Le président américain a partagé sur son réseau social Truth Social un article publié dans le Washington Examiner par son émissaire pour le Moyen-Orient, Steve Witkoff, dans lequel celui-ci revient sur le rôle joué par Donald Trump dans le règlement du conflit du Karabakh.
Witkoff, considéré comme l’un des architectes de la « route Trump », destinée à relier l’Azerbaïdjan à son exclave du Nakhitchevan via le Syunik, écrit que des générations de diplomates ont considéré comme insoluble le conflit meurtrier qui a opposé pendant des décennies l’Azerbaïdjan et l’Arménie.
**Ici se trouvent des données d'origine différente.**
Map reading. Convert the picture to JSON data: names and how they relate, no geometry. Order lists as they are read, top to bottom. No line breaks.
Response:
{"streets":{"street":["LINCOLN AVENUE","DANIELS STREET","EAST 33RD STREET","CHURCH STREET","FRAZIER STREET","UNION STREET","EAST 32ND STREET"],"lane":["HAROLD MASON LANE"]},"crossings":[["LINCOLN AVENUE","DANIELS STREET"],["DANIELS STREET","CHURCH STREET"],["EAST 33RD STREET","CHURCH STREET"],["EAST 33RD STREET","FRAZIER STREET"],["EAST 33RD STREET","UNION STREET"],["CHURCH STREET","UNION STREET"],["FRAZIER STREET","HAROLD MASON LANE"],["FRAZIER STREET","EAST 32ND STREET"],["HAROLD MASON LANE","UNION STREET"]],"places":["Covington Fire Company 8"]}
Selon lui, cette situation a changé lorsque Donald Trump est revenu à la Maison-Blanche pour un second mandat et que, « grâce précisément à son leadership audacieux, l’Arménie et l’Azerbaïdjan ont paraphé l’accord de paix, mettant fin à plus de 35 années d’effusion de sang ».
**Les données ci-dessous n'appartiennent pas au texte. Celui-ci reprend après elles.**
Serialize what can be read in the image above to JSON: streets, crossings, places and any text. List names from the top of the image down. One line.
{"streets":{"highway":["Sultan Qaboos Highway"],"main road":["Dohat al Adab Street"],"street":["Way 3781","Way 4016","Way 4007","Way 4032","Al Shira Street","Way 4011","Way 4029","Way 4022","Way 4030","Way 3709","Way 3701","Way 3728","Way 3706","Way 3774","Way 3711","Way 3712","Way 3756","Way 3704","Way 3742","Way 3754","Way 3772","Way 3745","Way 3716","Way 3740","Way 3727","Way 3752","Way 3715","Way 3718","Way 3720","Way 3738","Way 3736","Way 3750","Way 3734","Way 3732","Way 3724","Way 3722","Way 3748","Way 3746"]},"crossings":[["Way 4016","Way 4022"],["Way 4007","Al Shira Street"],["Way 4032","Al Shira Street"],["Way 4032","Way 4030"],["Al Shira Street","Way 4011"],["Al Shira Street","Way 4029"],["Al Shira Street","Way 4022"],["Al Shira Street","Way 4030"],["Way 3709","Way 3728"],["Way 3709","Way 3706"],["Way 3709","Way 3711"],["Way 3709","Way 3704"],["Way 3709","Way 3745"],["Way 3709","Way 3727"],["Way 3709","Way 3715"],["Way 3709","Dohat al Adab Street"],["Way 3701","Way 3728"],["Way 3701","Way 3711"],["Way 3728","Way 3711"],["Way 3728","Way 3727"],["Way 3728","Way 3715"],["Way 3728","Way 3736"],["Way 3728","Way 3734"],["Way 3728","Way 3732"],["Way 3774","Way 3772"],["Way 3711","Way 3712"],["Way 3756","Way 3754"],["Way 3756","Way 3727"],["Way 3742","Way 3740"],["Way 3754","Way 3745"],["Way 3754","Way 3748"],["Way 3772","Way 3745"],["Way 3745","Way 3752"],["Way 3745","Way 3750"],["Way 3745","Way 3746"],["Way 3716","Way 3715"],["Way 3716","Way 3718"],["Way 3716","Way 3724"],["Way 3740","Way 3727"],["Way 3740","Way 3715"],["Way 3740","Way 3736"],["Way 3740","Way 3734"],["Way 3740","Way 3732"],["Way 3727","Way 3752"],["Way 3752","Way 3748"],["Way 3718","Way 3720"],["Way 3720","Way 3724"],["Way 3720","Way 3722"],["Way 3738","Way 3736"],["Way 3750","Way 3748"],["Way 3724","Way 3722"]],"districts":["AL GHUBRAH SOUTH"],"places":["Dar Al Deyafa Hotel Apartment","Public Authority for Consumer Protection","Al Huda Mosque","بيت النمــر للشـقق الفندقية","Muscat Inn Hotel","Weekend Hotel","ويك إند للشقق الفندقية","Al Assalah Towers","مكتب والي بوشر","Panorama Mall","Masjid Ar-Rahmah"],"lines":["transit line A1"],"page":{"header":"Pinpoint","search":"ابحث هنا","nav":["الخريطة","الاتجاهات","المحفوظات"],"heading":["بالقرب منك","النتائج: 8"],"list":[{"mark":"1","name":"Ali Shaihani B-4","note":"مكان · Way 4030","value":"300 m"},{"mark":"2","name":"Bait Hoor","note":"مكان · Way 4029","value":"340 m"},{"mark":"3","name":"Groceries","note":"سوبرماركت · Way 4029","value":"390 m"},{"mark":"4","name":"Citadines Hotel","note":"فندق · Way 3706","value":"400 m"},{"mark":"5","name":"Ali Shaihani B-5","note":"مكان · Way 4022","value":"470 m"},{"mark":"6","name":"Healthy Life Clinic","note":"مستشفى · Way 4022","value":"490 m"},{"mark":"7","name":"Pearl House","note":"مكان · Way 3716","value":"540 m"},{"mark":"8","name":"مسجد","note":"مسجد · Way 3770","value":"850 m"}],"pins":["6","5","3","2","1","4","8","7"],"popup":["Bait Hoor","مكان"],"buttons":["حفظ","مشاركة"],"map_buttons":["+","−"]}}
Le responsable américain affirme que la doctrine de politique étrangère de Trump se distingue par sa volonté de dialoguer avec n’importe quel interlocuteur afin de défendre les intérêts américains, notamment lorsqu’il s’agit de parvenir à un règlement pacifique de conflits qui durent depuis des décennies à travers le monde.
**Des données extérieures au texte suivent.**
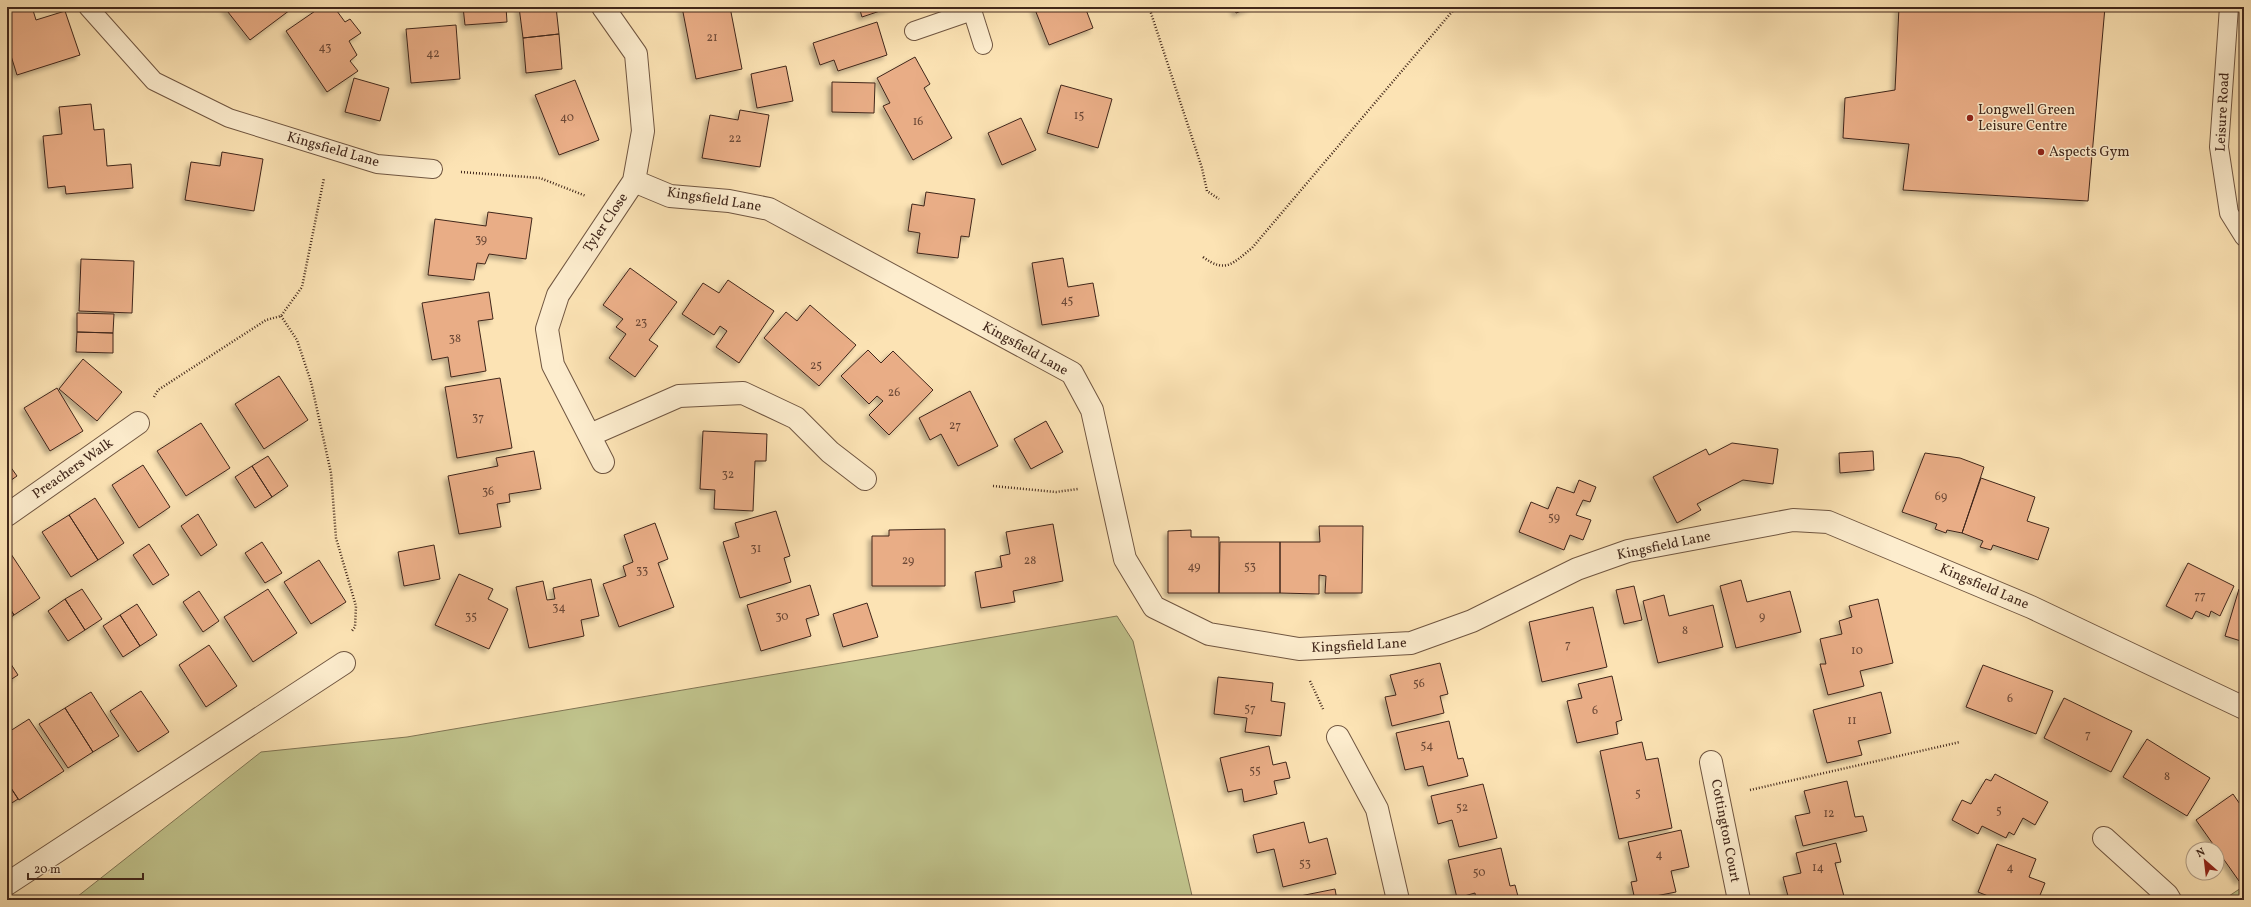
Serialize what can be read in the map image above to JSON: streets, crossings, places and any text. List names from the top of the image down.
{
  "streets": {
    "street": [
      "Kingsfield Lane",
      "Tyler Close",
      "Preachers Walk",
      "Cottington Court"
    ],
    "lane": ["Leisure Road"]
  },
  "crossings": [
    ["Kingsfield Lane", "Tyler Close"]
  ],
  "places": ["Longwell Green Leisure Centre", "Aspects Gym"],
  "house_numbers": [
    "21",
    "43",
    "42",
    "15",
    "40",
    "16",
    "22",
    "39",
    "45",
    "23",
    "38",
    "25",
    "26",
    "37",
    "27",
    "32",
    "36",
    "69",
    "59",
    "31",
    "29",
    "28",
    "49",
    "53",
    "33",
    "77",
    "34",
    "35",
    "30",
    "9",
    "8",
    "7",
    "10",
    "56",
    "6",
    "57",
    "6",
    "11",
    "7",
    "54",
    "55",
    "8",
    "5",
    "52",
    "5",
    "12",
    "4",
    "53",
    "14",
    "4",
    "50"
  ],
  "scale_bar": "20 m",
  "north": "top left"
}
Comment Witkoff décrit-il Pachinian et Aliev ?
Witkoff raconte que lors de sa première visite à Bakou, en mars 2025, il lui est apparu clairement que les relations des États-Unis avec l’Azerbaïdjan et le président Ilham Aliev n’avaient pas reçu l’attention qu’elles méritaient.
Il décrit le président azerbaïdjanais comme un dirigeant « fort et déterminé », prêt à prendre les décisions difficiles nécessaires à la paix et comprenant aussi bien les intérêts de son pays que l’importance de la stabilité régionale.
« Cette visite a convaincu notre équipe qu’avec la bonne approche, des progrès étaient possibles », écrit le responsable américain.
Concernant le Premier ministre arménien Nikol Pachinian, Witkoff le décrit comme un dirigeant « pragmatique et courageux », capable de prendre des décisions dans l’intérêt de son peuple, même lorsqu’il sait que ces décisions risquent, dans un premier temps, d’être mal accueillies par la population.
Selon lui, les cinq mois de rencontres intensives qui ont suivi, aussi bien à Bakou qu’à Erevan, ont permis de mettre en évidence une réalité essentielle : le conflit devait être abordé sous un autre angle.
« Les problèmes pratiques, notamment la nécessité pour l’Azerbaïdjan d’avoir un accès sans entrave à son exclave du Nakhitchevan, ont longtemps été considérés comme des différends territoriaux à somme nulle. Il ne fallait pas une nouvelle répétition de formules dépassées, mais une réflexion nouvelle, des solutions créatives et, avant tout, du leadership », écrit l’émissaire du président américain.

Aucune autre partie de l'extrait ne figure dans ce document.